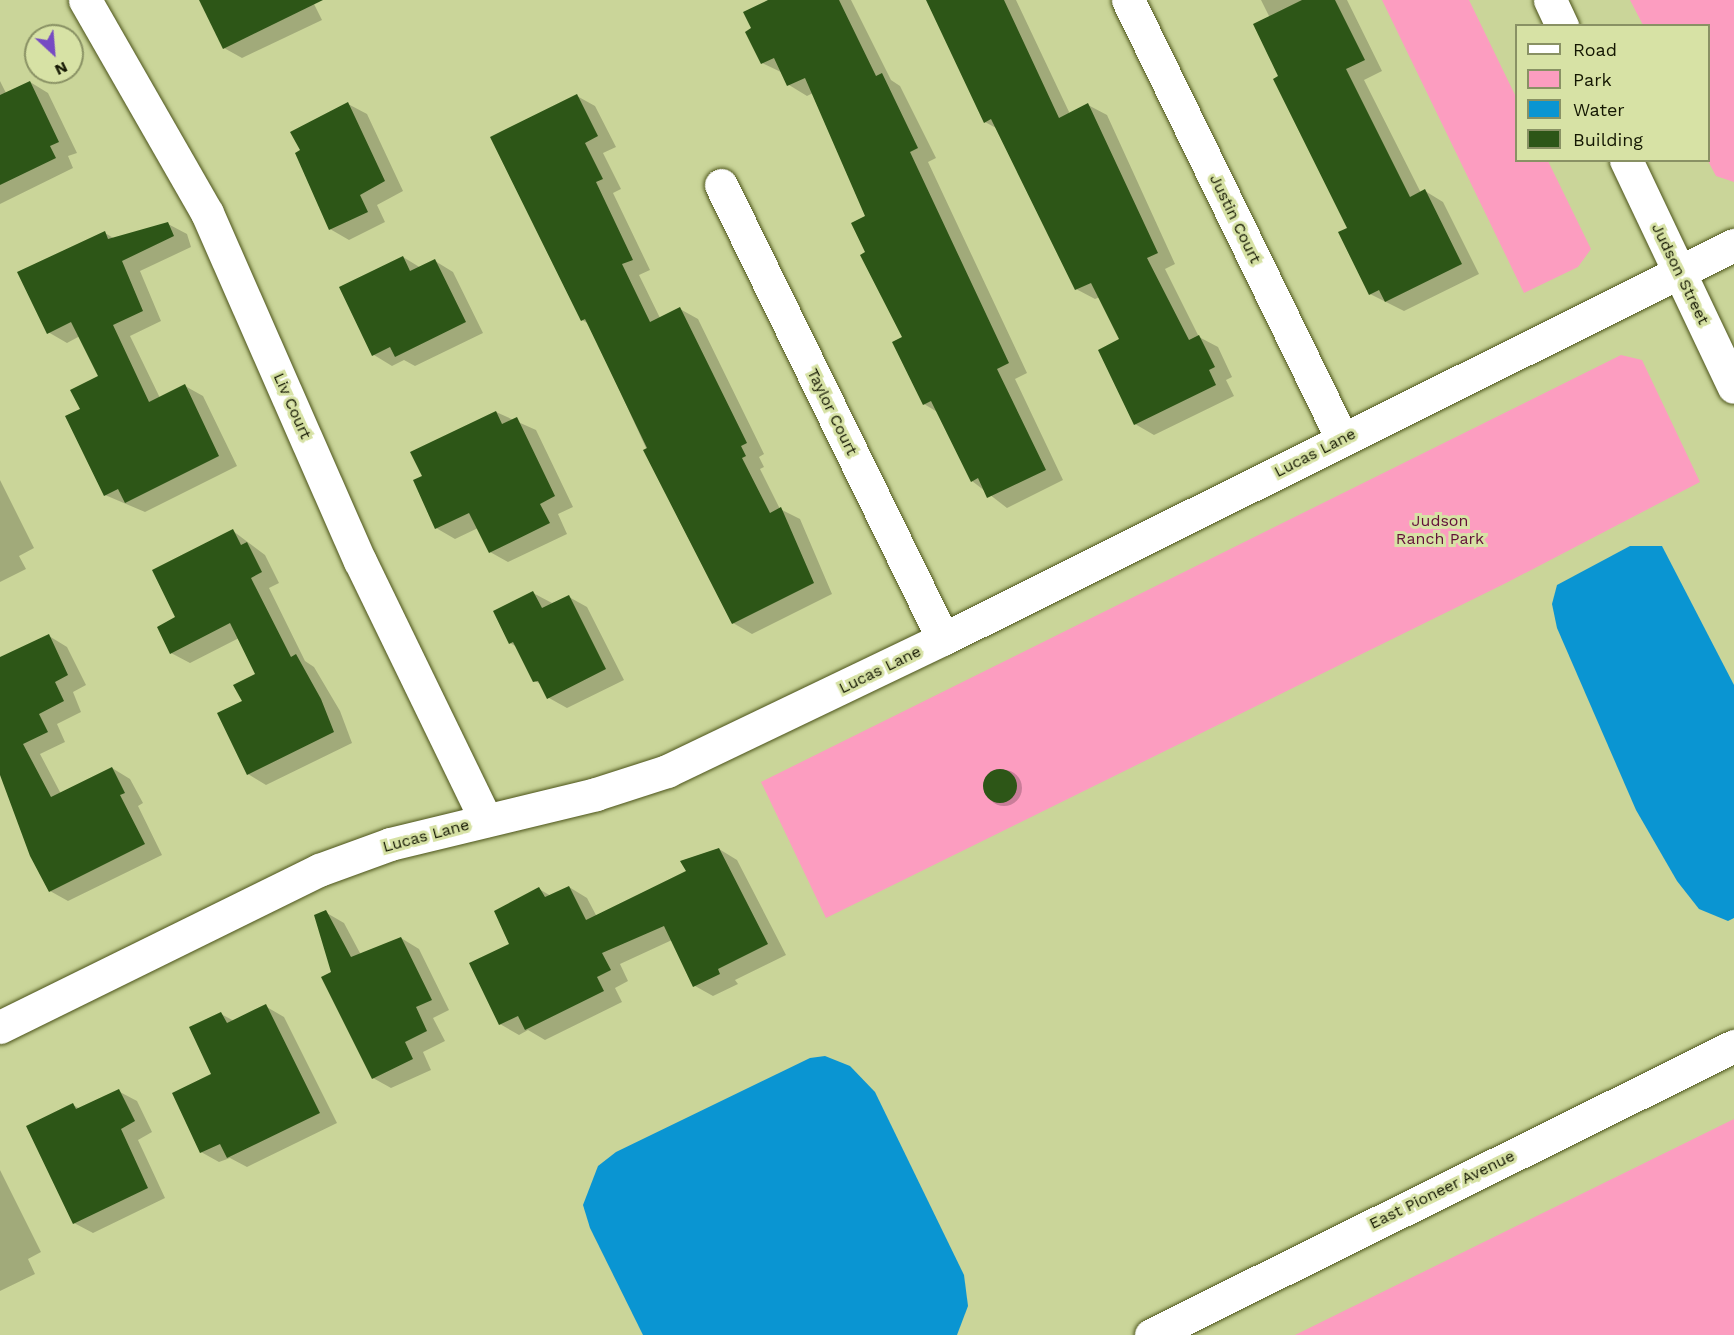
<!DOCTYPE html>
<html>
<head>
<meta charset="utf-8">
<style>
	body { margin:0 }
	#map { position:relative; width:1734px; height:1335px; overflow:hidden; background:#cad599; font-family:"Work Sans",sans-serif }
	div>[style] { position:absolute }
	.green>* { inset:0; background:#fc9dc0 }
	.water>* { inset:0; background:#0a95d2 }
	.shadow>* { inset:0; background:#0003 }
	.round { border-radius:50% }
	.building>* { inset:0; background:#2d5617 }
	.roads { filter:drop-shadow(0 0 2px #4c541a) drop-shadow(0 0 2px #4c541a) }
	.minor>* { height:33px; margin:-16.5px; padding:0 16.5px; transform-origin:16.5px; border-radius:16.5px; background:#fff }
	span { translate:-50% -50%; white-space:nowrap; text-align:center; line-height:1.15; -webkit-text-stroke:6px #d7e2a5; paint-order:stroke }
	.street-label { font-size:16px; color:#141702 }
	.park-label { font-size:16px; color:#620f38 }
	.legend { position:absolute; left:1515px; top:24px; width:195px; height:138px; box-sizing:border-box; background:#d7e2a5; border:2px solid #899164; margin:0; padding:8px 10px; list-style:none; font-size:18px; color:#141702 }
	.legend li { display:flex; align-items:center; gap:12px; height:30px }
	.legend b { width:30px; border:2px solid #899164 }
	.north { position:absolute; left:24px; top:24px; width:60px; height:60px; box-sizing:border-box; background:#d7e2a5; border:2px solid #899164; border-radius:50%; rotate:154deg; font-size:16px; font-weight:700; line-height:24px; text-align:center; color:#141702 }
	.north::after { content:''; display:block; margin:auto; width:21px; height:27px; background:#764ac3; clip-path:polygon(50% 0,100% 100%,50% 72%,0 100%) }
</style>
</head>
<body>
<div id="map">
	<div class="green">
		<div style="clip-path:polygon(1382px 0,1469px 0,1516px 97px,1516px 160px,1548px 161px,1591px 249px,1578px 267px,1524px 293px)"></div>
		<div style="clip-path:polygon(1630px 0,1734px 0,1734px 182px,1716px 176px,1708px 161px,1708px 26px,1643px 25px)"></div>
		<div style="clip-path:polygon(1621px 355px,1642px 360px,1700px 482px,1506px 583px,826px 918px,761px 782px)"></div>
		<div style="clip-path:polygon(1734px 1119px,1734px 1335px,1295px 1335px)"></div>
	</div>
	<div class="water">
		<div style="clip-path:polygon(1630px 546px,1662px 546px,1734px 685px,1734px 918px,1728px 921px,1699px 909px,1677px 881px,1636px 810px,1557px 628px,1552px 604px,1557px 585px)"></div>
		<div style="clip-path:polygon(825px 1056px,850px 1066px,875px 1092px,964px 1275px,968px 1306px,957px 1335px,643px 1335px,590px 1228px,583px 1205px,598px 1166px,616px 1152px,810px 1058px)"></div>
	</div>
	<div class="shadow">
		<div style="clip-path:polygon(204px 0,312px 0,322px 20px,242px 58px,224px 48px)"></div>
		<div style="clip-path:polygon(771px 0,851px 0,891px 80px,900px 86px,936px 158px,928px 162px,1027px 373px,1015px 379px,1063px 480px,1007px 508px,972px 481px,939px 413px,924px 404px,904px 338px,867px 253px,867px 216px,813px 93px,807px 96px,789px 85px,783px 73px,762px 63px,753px 29px)"></div>
		<div style="clip-path:polygon(927px 0,1016px 0,1070px 114px,1088px 105px,1107px 115px,1175px 264px,1165px 269px,1199px 337px,1218px 347px,1232px 377px,1226px 380px,1234px 396px,1154px 435px,1135px 424px,1121px 340px,1100px 297px,1095px 299px,1076px 289px,998px 129px,985px 122px)"></div>
		<div style="clip-path:polygon(1261px 0,1347px 0,1382px 71px,1364px 80px,1421px 193px,1425px 191px,1443px 202px,1479px 274px,1404px 311px,1370px 294px,1349px 229px,1280px 77px,1270px 18px)"></div>
		<div style="clip-path:polygon(0 81px,6px 93px,30px 82px,48px 93px,77px 153px,68px 156px,73px 168px,0 204px)"></div>
		<div style="clip-path:polygon(577px 96px,595px 106px,616px 147px,603px 153px,621px 189px,613px 193px,650px 270px,639px 275px,660px 318px,680px 309px,698px 319px,764px 454px,759px 457px,764px 467px,760px 469px,780px 509px,800px 519px,832px 594px,752px 634px,733px 623px,681px 524px,589px 324px,582px 320px)"></div>
		<div style="clip-path:polygon(348px 104px,367px 114px,403px 191px,377px 205px,385px 222px,349px 240px,330px 229px)"></div>
		<div style="clip-path:polygon(168px 224px,187px 234px,191px 247px,140px 271px,161px 321px,130px 336px,160px 398px,185px 386px,203px 396px,237px 466px,145px 512px,105px 495px,82px 410px,100px 377px,80px 336px,67px 343px,48px 332px,105px 233px,115px 239px)"></div>
		<div style="clip-path:polygon(403px 257px,421px 268px,435px 261px,453px 272px,483px 333px,415px 366px,404px 360px,392px 366px,374px 355px)"></div>
		<div style="clip-path:polygon(496px 412px,536px 430px,573px 507px,558px 514px,567px 534px,508px 562px,490px 552px,478px 528px,455px 539px,436px 528px,424px 476px)"></div>
		<div style="clip-path:polygon(0 480px,34px 548px,19px 556px,26px 569px,0 582px)"></div>
		<div style="clip-path:polygon(233px 531px,265px 555px,279px 583px,269px 588px,305px 661px,314px 667px,340px 711px,352px 743px,266px 785px,248px 774px,244px 702px,257px 675px,239px 638px,190px 663px,171px 653px,177px 618px)"></div>
		<div style="clip-path:polygon(533px 593px,552px 603px,569px 597px,587px 607px,624px 680px,567px 708px,549px 698px,542px 685px,535px 681px,517px 647px,510px 643px)"></div>
		<div style="clip-path:polygon(49px 636px,67px 647px,86px 685px,73px 692px,81px 712px,57px 724px,65px 742px,40px 754px,61px 794px,112px 768px,130px 779px,143px 803px,138px 806px,162px 855px,68px 901px,50px 891px,0 771px,0 659px)"></div>
		<div class="round" style="left:986px;top:770px;width:36px;height:36px"></div>
		<div style="clip-path:polygon(719px 849px,737px 860px,786px 955px,735px 980px,738px 984px,713px 996px,695px 986px,672px 940px,620px 964px,628px 981px,615px 988px,622px 1002px,545px 1040px,528px 1030px,519px 1035px,500px 1024px,511px 944px,539px 889px,551px 896px,569px 887px,587px 898px,597px 917px,688px 872px)"></div>
		<div style="clip-path:polygon(325px 912px,344px 923px,361px 955px,401px 938px,419px 949px,449px 1010px,433px 1018px,445px 1041px,423px 1052px,431px 1070px,391px 1088px,373px 1078px,333px 973px)"></div>
		<div style="clip-path:polygon(265px 1006px,284px 1017px,337px 1123px,247px 1167px,230px 1158px,219px 1162px,201px 1152px,221px 1014px,234px 1021px)"></div>
		<div style="clip-path:polygon(118px 1091px,137px 1101px,152px 1132px,138px 1140px,165px 1198px,93px 1233px,74px 1223px,73px 1105px,80px 1109px)"></div>
		<div style="clip-path:polygon(0 1170px,41px 1252px,28px 1259px,35px 1274px,0 1291px)"></div>
	</div>
	<div class="building">
		<div style="clip-path:polygon(199px 0,323px 0,223px 49px)"></div>
		<div style="clip-path:polygon(768px 0,839px 0,876px 76px,882px 73px,918px 148px,910px 152px,1009px 363px,997px 369px,1046px 470px,987px 498px,978px 478px,971px 482px,931px 401px,923px 405px,892px 342px,902px 337px,860px 255px,865px 252px,851px 223px,865px 216px,805px 78px,787px 86px,774px 58px,761px 64px,745px 32px,751px 28px,743px 12px)"></div>
		<div style="clip-path:polygon(926px 0,1004px 0,1059px 118px,1088px 103px,1158px 253px,1147px 258px,1189px 340px,1199px 335px,1215px 367px,1209px 370px,1216px 385px,1134px 425px,1098px 350px,1119px 339px,1091px 283px,1075px 290px,991px 119px,984px 123px)"></div>
		<div style="clip-path:polygon(1302px 0,1335px 0,1365px 60px,1346px 69px,1410px 197px,1425px 189px,1462px 264px,1385px 302px,1379px 290px,1369px 295px,1338px 232px,1347px 228px,1273px 79px,1278px 76px,1253px 24px)"></div>
		<div style="clip-path:polygon(30px 81px,59px 142px,50px 146px,56px 158px,0 185px,0 95px)"></div>
		<div style="clip-path:polygon(577px 94px,598px 136px,585px 143px,603px 179px,596px 182px,633px 260px,622px 264px,650px 322px,680px 307px,747px 443px,741px 446px,746px 456px,742px 458px,770px 513px,781px 507px,814px 583px,732px 624px,643px 450px,647px 448px,585px 319px,581px 321px,490px 137px)"></div>
		<div style="clip-path:polygon(348px 102px,385px 181px,360px 195px,368px 212px,329px 230px,295px 153px,300px 150px,290px 132px)"></div>
		<div style="clip-path:polygon(168px 222px,174px 236px,122px 261px,143px 311px,113px 325px,149px 402px,185px 384px,219px 456px,125px 503px,118px 489px,104px 496px,65px 416px,80px 409px,70px 390px,98px 376px,71px 322px,47px 334px,17px 272px,105px 231px,108px 239px)"></div>
		<div style="clip-path:polygon(403px 256px,410px 271px,435px 259px,466px 322px,395px 357px,390px 347px,372px 356px,339px 287px)"></div>
		<div style="clip-path:polygon(496px 411px,502px 424px,517px 417px,555px 496px,540px 504px,550px 523px,489px 553px,469px 513px,435px 529px,413px 480px,422px 476px,410px 452px)"></div>
		<div style="clip-path:polygon(233px 529px,241px 545px,247px 542px,262px 572px,251px 578px,291px 657px,296px 654px,321px 699px,334px 732px,247px 775px,217px 713px,242px 701px,233px 685px,255px 674px,230px 623px,170px 654px,157px 627px,175px 617px,152px 570px)"></div>
		<div style="clip-path:polygon(533px 591px,542px 608px,569px 595px,606px 669px,547px 699px,538px 681px,533px 682px,513px 642px,509px 644px,493px 611px)"></div>
		<div style="clip-path:polygon(49px 634px,68px 675px,55px 682px,64px 701px,39px 714px,48px 732px,23px 744px,51px 797px,112px 767px,125px 793px,120px 795px,145px 844px,49px 892px,30px 856px,0 775px,0 657px)"></div>
		<div class="round" style="left:983px;top:769px;width:34px;height:34px"></div>
		<div style="clip-path:polygon(719px 848px,768px 944px,718px 969px,720px 974px,693px 987px,664px 926px,602px 953px,611px 970px,597px 977px,604px 991px,525px 1030px,518px 1016px,499px 1025px,469px 963px,509px 944px,494px 911px,539px 887px,545px 897px,569px 886px,586px 920px,686px 871px,680px 861px)"></div>
		<div style="clip-path:polygon(326px 910px,351px 957px,401px 937px,432px 1000px,416px 1007px,427px 1031px,405px 1042px,413px 1059px,372px 1079px,321px 977px,331px 972px,314px 915px)"></div>
		<div style="clip-path:polygon(266px 1004px,320px 1113px,227px 1158px,220px 1144px,200px 1153px,172px 1093px,211px 1074px,189px 1027px,221px 1012px,227px 1023px)"></div>
		<div style="clip-path:polygon(119px 1089px,135px 1121px,121px 1129px,148px 1188px,73px 1224px,26px 1126px,73px 1103px,76px 1109px)"></div>
	</div>
	<div class="roads">
		<div class="minor">
			<div style="left:85px;top:0;width:245px;rotate:60.2deg"></div>
			<div style="left:207px;top:213px;width:380px;rotate:66.3deg"></div>
			<div style="left:360px;top:561px;width:288px;rotate:64.1deg"></div>
			<div style="left:1128px;top:0;width:488px;rotate:64deg"></div>
			<div style="left:1550px;top:0;width:29px;rotate:65deg"></div>
			<div style="left:1626px;top:160px;width:251px;rotate:64.6deg"></div>
			<div style="left:721px;top:185px;width:505px;rotate:63.94deg"></div>
			<div style="left:0;top:1027px;width:356px;rotate:-26.2deg"></div>
			<div style="left:319px;top:870px;width:76px;rotate:-20.1deg"></div>
			<div style="left:390px;top:844px;width:212px;rotate:-13.6deg"></div>
			<div style="left:596px;top:794px;width:75px;rotate:-17.9deg"></div>
			<div style="left:667px;top:771px;width:306px;rotate:-25.6deg"></div>
			<div style="left:943px;top:639px;width:884px;rotate:-26.48deg"></div>
			<div style="left:1151px;top:1335px;width:651px;rotate:-26.37deg"></div>
		</div>
	</div>
	<div class="street-label">
		<span style="left:1235px;top:219px;rotate:64deg">Justin Court</span>
		<span style="left:1680px;top:274px;rotate:64deg">Judson Street</span>
		<span style="left:292px;top:406px;rotate:66deg">Liv Court</span>
		<span style="left:832px;top:412px;rotate:64deg">Taylor Court</span>
		<span style="left:1315px;top:453px;rotate:-27deg">Lucas Lane</span>
		<span style="left:880px;top:670px;rotate:-26deg">Lucas Lane</span>
		<span style="left:426px;top:836px;rotate:-15deg">Lucas Lane</span>
		<span style="left:1442px;top:1190px;rotate:-26deg">East Pioneer Avenue</span>
	</div>
	<div class="park-label">
		<span style="left:1440px;top:530px">Judson<br>Ranch Park</span>
	</div>
	<ul class="legend">
	<li><b style="height:8px;background:#fff"></b>Road</li>
	<li><b style="height:16px;background:#fc9dc0"></b>Park</li>
	<li><b style="height:16px;background:#0a95d2"></b>Water</li>
	<li><b style="height:16px;background:#2d5617"></b>Building</li>
	</ul>
	<div class="north">N</div>
</div>
</body>
</html>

◆ ◆ ◆ ◆ ◆ ◆ ◆

In the records above, find each line with the string "north" and list it.

	.north { position:absolute; left:24px; top:24px; width:60px; height:60px; box-sizing:border-box; background:#d7e2a5; border:2px solid #899164; border-radius:50%; rotate:154deg; font-size:16px; font-weight:700; line-height:24px; text-align:center; color:#141702 }
	.north::after { content:''; display:block; margin:auto; width:21px; height:27px; background:#764ac3; clip-path:polygon(50% 0,100% 100%,50% 72%,0 100%) }
	<div class="north">N</div>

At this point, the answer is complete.